By Ray Pride Pride@moviecitynews.com
Something a little brutal: Olivier Assayas goes Clean
In the NY Times, Charles Taylor admires Olivier Assayas admiring his own beautifully jumpy new movie, Clean and his ex, Maggie Cheung. Making with the odd metaphor, Taylor writes, “To watch Ms. Cheung’s performance is to see someone who, as Garbo did, uses the camera as though it were radio transmitter, trusting it to pick up the inchoate moods that move across her face. That talent dovetails with Mr. Assayas’s carefully chosen music… several songs composed by Dean Wareham, late of the band Luna and David Roback, late of Mazzy Star, and sung by Ms. Cheung in a style both wafting and grounded…. Mr. Assayas said that Clean was the closest he had come to the style he wishes for his films. “In terms of camerawork, editing, in terms of the way they interact with the characters, in terms of closeness to the human material… but also, at the same time, in terms of brushstrokes, in terms of an abstract visual energy that would connect with the emotions, I really got hold of something I had been looking for in a couple of films.” A movie, Assayas tells Taylor, “has to leave things open up to a certain level so that somehow the viewer has some space within the film… I think that it’s important to understand, intuitively understand, what you are doing… But when you are doing it you must follow instinct.
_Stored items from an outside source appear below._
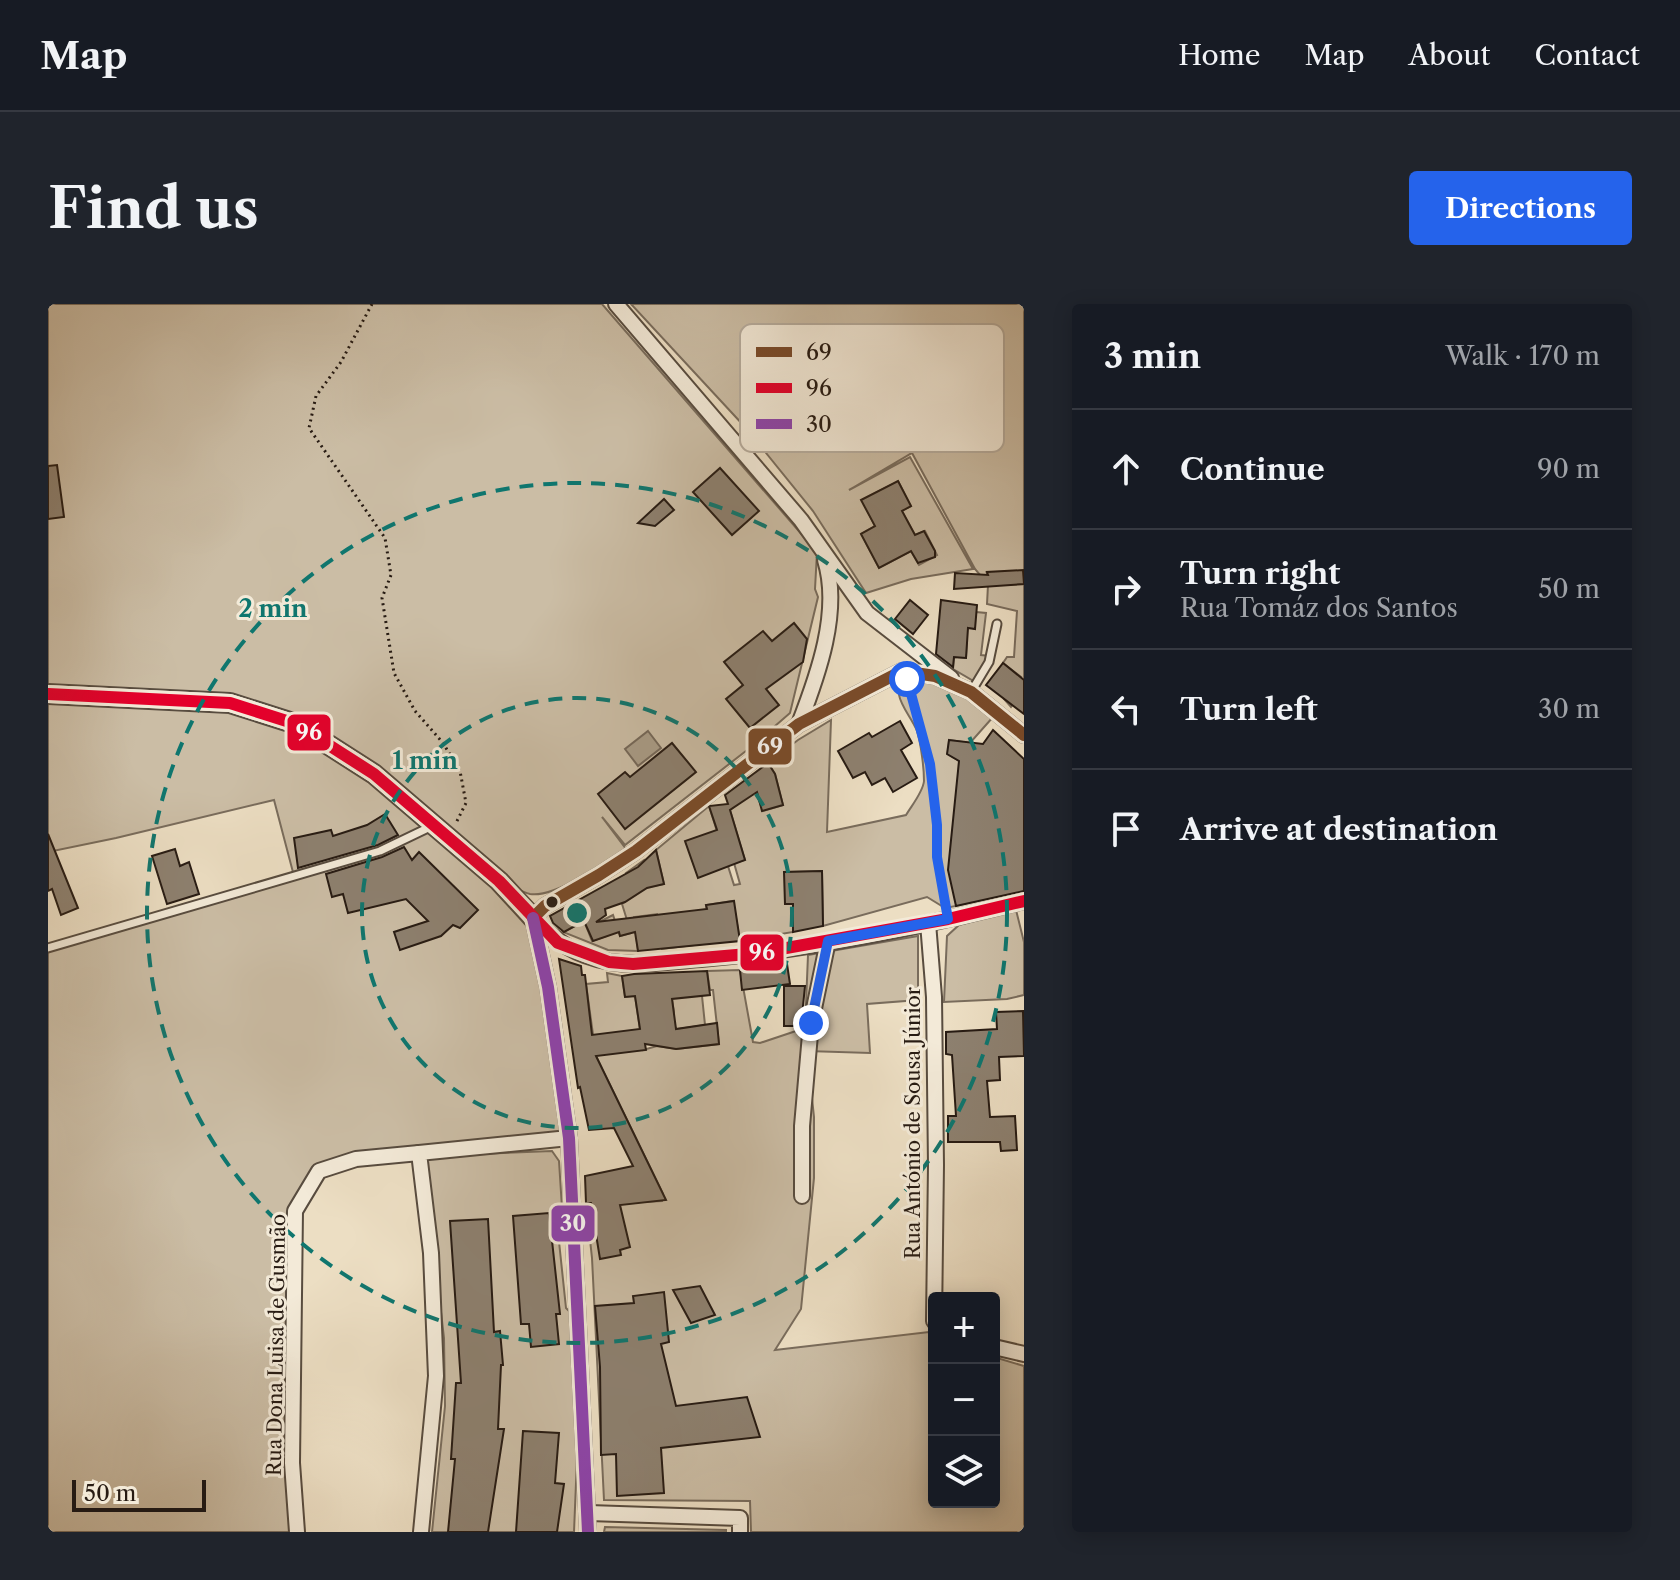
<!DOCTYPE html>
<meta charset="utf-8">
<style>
body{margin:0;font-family:"Libre Caslon Text",serif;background:#20242c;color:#f1f3f6}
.controls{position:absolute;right:24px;bottom:24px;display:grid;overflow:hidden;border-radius:8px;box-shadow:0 4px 20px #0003}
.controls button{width:72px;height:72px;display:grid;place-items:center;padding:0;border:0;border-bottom:2px solid #363941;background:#171b24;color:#f1f3f6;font:40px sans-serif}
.scale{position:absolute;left:24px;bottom:20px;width:134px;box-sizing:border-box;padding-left:8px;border:4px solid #271b13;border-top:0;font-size:22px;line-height:28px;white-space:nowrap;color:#271b13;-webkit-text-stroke:6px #f3ead8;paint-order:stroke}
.stop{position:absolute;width:24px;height:24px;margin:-18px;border:6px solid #2563eb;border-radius:50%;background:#fff}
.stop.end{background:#2563eb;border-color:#fff;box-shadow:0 2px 8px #0008}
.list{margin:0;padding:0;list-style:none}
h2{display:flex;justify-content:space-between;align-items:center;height:104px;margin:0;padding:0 32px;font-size:34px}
h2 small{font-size:26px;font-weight:400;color:#9ea1a6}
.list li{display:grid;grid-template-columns:52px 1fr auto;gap:24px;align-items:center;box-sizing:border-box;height:120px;padding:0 32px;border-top:2px solid #363941}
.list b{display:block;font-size:30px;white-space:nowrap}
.list p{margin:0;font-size:26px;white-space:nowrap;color:#9ea1a6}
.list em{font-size:26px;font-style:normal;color:#9ea1a6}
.icon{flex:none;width:44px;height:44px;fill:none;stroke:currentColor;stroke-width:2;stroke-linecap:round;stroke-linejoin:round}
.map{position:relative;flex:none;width:976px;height:1228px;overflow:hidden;border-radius:8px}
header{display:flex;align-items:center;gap:48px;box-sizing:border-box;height:112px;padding:0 40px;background:#171b24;border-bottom:2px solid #363941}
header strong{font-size:38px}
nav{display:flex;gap:44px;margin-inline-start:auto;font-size:28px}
.intro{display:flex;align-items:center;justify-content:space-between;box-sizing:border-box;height:192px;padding:0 48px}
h1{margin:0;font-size:56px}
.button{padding:20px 36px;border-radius:8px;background:#2563eb;color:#fff;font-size:28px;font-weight:700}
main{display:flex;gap:48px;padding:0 48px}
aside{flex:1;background:#171b24;border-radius:8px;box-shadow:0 4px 20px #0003}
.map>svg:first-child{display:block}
</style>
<header>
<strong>Map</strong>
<nav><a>Home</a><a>Map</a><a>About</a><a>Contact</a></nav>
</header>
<div class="intro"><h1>Find us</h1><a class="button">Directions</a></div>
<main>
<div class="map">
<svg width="976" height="1228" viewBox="0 0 976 1228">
<rect width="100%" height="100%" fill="#ecdec3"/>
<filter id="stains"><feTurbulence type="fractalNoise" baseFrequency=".0025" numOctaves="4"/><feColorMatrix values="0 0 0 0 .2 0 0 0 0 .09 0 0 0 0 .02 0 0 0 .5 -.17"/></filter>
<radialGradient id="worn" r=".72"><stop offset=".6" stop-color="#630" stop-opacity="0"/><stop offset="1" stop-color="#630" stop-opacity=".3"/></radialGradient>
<g fill="#cbbda5" stroke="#796c5c" stroke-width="2" fill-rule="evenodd">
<path d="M0,0h554l215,248 -2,37 3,8 -28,116 -39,34 -126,98 -23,-28 24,32c-19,14 -72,49 -96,45 -9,-2 -20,-9 -29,-12l28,37 15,72 22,144 -247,36 -24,39 3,322h-250v-584l246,-72 -20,-76 -158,38 -68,14z"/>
<path d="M583,0h393v385l-13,18 -7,-8 17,-22 -18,-14 4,-6h7l3,-46 -30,-7 1,-19 36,-1 -37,-11 1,2h-8l-5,-6 -63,-116 -63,37 61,-33 63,112 -62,10 -45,14 -53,-82 -68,-84zM850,177l13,25 -9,5 13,24 10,-4 12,24 -18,10 -8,-14 -32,17 -18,-34 14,-8 -13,-26z"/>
<polygon points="928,308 938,309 933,351 943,352 929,379 905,365 906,353 918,354 919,335 905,323"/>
<path d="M861,373l25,1 45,27 14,12 -23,26 -21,-3 -1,14 11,7 -3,145 -11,2 -18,-11 -104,29 -1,-55 -37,1v32h8v28l-53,9 -7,-40 -27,4 6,38 -50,6 -5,-35 -23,3 4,34 -30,-1 -45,-18 21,-11 8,20 15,-5 -6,-15 12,-6 7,21 11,-3 -9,-29 14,-10 -10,-21 18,-13 9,26 11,-2 -8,-34 53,-44 25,79 6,-1 -6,-21 11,-3 -15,-50 25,-20 8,21 20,-6 -8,-31 -7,-11 30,-23 33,-20 -4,112 79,-17c6,-10 17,-23 18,-34 0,-13 -3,-37 -7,-50 -7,-18 -32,-40 -8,-54z"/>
<polygon points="968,606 976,638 976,691 959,695 896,698 899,632 911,621"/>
<polygon points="870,632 870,696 819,700 822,749 759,747 766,813 766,874 753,1005 727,1046 881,1028 886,1030 886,1198 946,1198 946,1053 976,1062 976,1228 703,1228 702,1197 556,1196 544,954 538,899 594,892 595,898 614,897 615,890 548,752 538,680 560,678 559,669 574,672 577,693 587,692 595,746 609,742 629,745 671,740 665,686 662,686 659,667 692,666 705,738 712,739 757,724 760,651"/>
<polygon points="620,670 654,692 657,721 616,727 626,708"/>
<polygon points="504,847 511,857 514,904 508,909 518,1004 523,1009 529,1155 526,1228 384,1228 397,1102 396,1034 375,852"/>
<polygon points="557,1223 678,1226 678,1228 556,1228"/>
</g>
<polygon fill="#a99c87" stroke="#756859" stroke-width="2" points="600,427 613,444 590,462 577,445"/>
<g fill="#8d806f" stroke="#271b13" stroke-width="2">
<polygon points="9,161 16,213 0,215 0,162"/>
<polygon points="672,164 711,207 684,231 645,188"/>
<polygon points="850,177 863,202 854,207 867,231 876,227 887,247 887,253 870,259 863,247 831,264 813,230 827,222 813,196"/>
<polygon points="616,195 626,206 607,222 590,219"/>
<polygon points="975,266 976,280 906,285 907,269 940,271 939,268"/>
<polygon points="862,296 880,311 865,330 847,315"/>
<polygon points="893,296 929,301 927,325 920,324 918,354 906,353 905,363 888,350"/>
<polygon points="746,319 759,335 755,358 718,385 731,401 702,424 678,395 695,381 676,358 715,327 724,337"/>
<polygon points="955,359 976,376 976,410 938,381"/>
<polygon points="852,417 864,439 853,446 869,474 845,488 837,474 824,481 817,468 805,474 790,447 821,429 824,433"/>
<polygon points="945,426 976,455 976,587 908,602 900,566 911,457 899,450 901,436 935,440"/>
<polygon points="624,439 648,468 577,525 550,490 577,468 582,473"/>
<polygon points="720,459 727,470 735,501 714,507 709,488 682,506 697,556 650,574 637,537 669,526 661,502 680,500 677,491"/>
<polygon points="337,510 350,531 330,541 250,564 246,534 283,526 285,532 319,521"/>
<polygon points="0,530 30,604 13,611 4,585 0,587"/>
<polygon points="356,543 364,556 371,548 430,606 412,624 405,621 393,632 352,646 346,628 380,617 358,595 300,609 295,590 284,593 278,570 334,553"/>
<polygon points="127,545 132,562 141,558 151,590 119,600 104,552"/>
<polygon points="608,546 616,580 599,584 577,598 557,605 558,611 548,618 659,605 658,601 686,597 692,637 590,647 587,628 572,632 571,628 545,637 536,617 516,628 505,619 502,612 590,563"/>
<polygon points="774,567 775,622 745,628 745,600 737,600 736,568"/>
<polygon points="511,655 533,662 534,671 537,671 544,731 592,725 587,692 577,693 574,672 586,670 659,667 662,691 624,695 628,725 669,719 671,740 628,745 597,740 598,746 548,752 618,896 572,901 582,943 572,946 573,951 552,955 543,899 538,899 537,872 585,862 566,824 541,826 532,783 530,784"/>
<polygon points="739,660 742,680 694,686 692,666"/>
<polygon points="736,682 757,682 753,722 736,722"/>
<polygon points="975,707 976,752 951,753 952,776 939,777 942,813 967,812 969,846 953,847 952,838 900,838 900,812 908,812 904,751 898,750 898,728 949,725 948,708"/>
<polygon points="501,909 512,1010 508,1010 511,1040 483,1043 481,1020 473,1020 465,912"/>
<polygon points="440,915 446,1028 452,1027 455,1061 453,1061 450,1125 456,1125 440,1228 400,1228 407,1155 403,1155 408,1079 413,1079 402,917"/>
<polygon points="652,982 667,1011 643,1019 625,986"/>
<polygon points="616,988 621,1038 613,1040 628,1102 699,1093 712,1133 613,1144 616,1189 569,1192 568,1150 553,1151 552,1063 547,1002 586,999 585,992"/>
<polygon points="475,1127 511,1129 507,1179 516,1180 509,1228 468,1228"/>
</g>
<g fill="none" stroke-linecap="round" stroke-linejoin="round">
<defs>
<g id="service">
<polyline points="923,388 941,358 949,320"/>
<polyline points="0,644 332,547 382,523"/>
</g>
<g id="minor">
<polyline points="568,0 753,216 819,309 903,374"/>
<path d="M751,420c19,-49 42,-113 26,-164"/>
<polyline points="485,614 500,683 521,834 540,1228"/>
<polyline points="485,614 497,602 551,571 588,547 751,420 854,367 887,372 923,388 976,431"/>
<path d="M485,614c25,25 41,37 77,44 30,5 61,-1 91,-3 109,-9 218,-32 323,-58"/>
<polyline points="880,619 886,693 888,861 886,1017"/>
<polyline points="754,892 754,822 763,719 780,637"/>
<polyline points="946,1043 976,1050"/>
<polyline points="541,1209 692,1214 692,1228"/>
<polyline points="249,1228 244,1159 247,907 271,867 308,855 371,849"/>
<polyline points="373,1228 388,1072 383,949 371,849 521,834"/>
</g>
<polyline id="tertiary" points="0,390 182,399 248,420 326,470 451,577 485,614"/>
</defs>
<use href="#service" stroke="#584c3f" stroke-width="11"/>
<use href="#minor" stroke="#584c3f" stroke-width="18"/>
<use href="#tertiary" stroke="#584c3f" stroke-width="22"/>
<g stroke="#271b13" stroke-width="3" stroke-dasharray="2 4" stroke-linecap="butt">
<polyline points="324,0 293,58 268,92 261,124 337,234 343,271 334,294 346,369 367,407 395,439 412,467 418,499 408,519"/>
<path d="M862,386c8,25 17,52 20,78 7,45 7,90 15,135"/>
</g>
<use href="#service" stroke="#f3ead8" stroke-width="7"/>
<use href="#minor" stroke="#f3ead8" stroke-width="14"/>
<use href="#tertiary" stroke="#f3ead8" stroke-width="18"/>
<defs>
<polyline id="bus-1" points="485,614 497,602 551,571 588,547 751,420 854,367 887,372 923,388 976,431"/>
<polyline id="bus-2" points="0,390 182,399 248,420 326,470 451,577 510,639 561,658 585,660 711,649 900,615 976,597"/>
<polyline id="bus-3" points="485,614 500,683 521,834 540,1228"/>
</defs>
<use href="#bus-1" stroke="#f3ead8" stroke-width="18"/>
<use href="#bus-2" stroke="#f3ead8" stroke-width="18"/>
<use href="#bus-3" stroke="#f3ead8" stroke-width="18"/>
<use href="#bus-1" stroke="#7a4b2a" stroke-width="12"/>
<use href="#bus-2" stroke="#e4002b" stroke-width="12"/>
<use href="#bus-3" stroke="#8e44ad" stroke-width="12"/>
</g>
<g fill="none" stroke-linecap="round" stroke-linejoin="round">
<polyline stroke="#2563eb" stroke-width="10" points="763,719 780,637 900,615 889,553 889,521 882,460 859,375"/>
</g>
<g fill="none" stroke="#0f766e" stroke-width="4" stroke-dasharray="14 10">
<circle cx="529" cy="609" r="215"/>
<circle cx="529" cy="609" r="430"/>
</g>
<circle fill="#271b13" stroke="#f3ead8" stroke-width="3" cx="504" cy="598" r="7"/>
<g text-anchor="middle" stroke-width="6" stroke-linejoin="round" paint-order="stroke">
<g font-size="20" fill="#271b13" stroke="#f3ead8">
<text transform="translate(865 819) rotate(-90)" y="7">Rua António de Sousa Júnior</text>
<text transform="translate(228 1041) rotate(-89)" y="7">Rua Dona Luisa de Gusmão</text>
</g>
</g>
<rect x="692" y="20" width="264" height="128" rx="12" fill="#f3ead8" stroke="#b6ac9d" stroke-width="2"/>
<rect x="708" y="43" width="36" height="10" fill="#7a4b2a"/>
<rect x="708" y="79" width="36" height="10" fill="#e4002b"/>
<rect x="708" y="115" width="36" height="10" fill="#8e44ad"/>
<g font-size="22" fill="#271b13">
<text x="758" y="56">69</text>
<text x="758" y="92">96</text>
<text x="758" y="128">30</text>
</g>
<circle cx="529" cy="609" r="12" fill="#0f766e" stroke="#f3ead8" stroke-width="4"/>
<g font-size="24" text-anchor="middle" font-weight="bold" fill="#0f766e" stroke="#f3ead8" stroke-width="6" stroke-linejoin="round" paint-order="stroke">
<text x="225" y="313">2 min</text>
<text x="377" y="465">1 min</text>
</g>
<g stroke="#f3ead8" stroke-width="3">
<rect x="238" y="409" width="46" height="39" rx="8" fill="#e4002b"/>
<rect x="699" y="423" width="46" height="39" rx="8" fill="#7a4b2a"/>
<rect x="691" y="629" width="46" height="39" rx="8" fill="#e4002b"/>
<rect x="502" y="900" width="46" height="39" rx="8" fill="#8e44ad"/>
</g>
<g font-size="22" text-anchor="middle" font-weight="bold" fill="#fff">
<text x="261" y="436">96</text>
<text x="722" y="450">69</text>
<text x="714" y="656">96</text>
<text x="525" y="927">30</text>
</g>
<rect width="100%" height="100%" filter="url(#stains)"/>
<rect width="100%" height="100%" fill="url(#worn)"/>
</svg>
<div class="controls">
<button>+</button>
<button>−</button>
<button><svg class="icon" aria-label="layers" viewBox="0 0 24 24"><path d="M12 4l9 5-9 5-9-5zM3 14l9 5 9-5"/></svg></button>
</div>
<div class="scale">50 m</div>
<div class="stop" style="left:859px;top:375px"></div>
<div class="stop end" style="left:763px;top:719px"></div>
</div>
<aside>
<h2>3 min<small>Walk · 170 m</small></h2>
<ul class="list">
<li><svg class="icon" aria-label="ahead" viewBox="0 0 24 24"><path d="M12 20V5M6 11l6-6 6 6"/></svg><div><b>Continue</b></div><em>90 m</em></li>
<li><svg class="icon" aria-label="right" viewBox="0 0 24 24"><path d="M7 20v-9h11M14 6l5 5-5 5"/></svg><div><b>Turn right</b><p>Rua Tomáz dos Santos</p></div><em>50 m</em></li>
<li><svg class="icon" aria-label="left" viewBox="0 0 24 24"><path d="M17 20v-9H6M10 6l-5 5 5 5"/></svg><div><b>Turn left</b></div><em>30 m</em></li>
<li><svg class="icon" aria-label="arrive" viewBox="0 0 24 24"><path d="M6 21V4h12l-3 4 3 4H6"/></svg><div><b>Arrive at destination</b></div></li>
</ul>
</aside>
</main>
There has to be a certain level of risk, creating images, characters, emotions, it involves something a little brutal. You must be prepared to go in areas where you lose control… There’s such a broad way of representing the world, and specifically representing a world that has become so complex with totally different …articulations…. I like the adventure of making films… And the adventure of making films has to do with the capacity you have of listening to your guts.”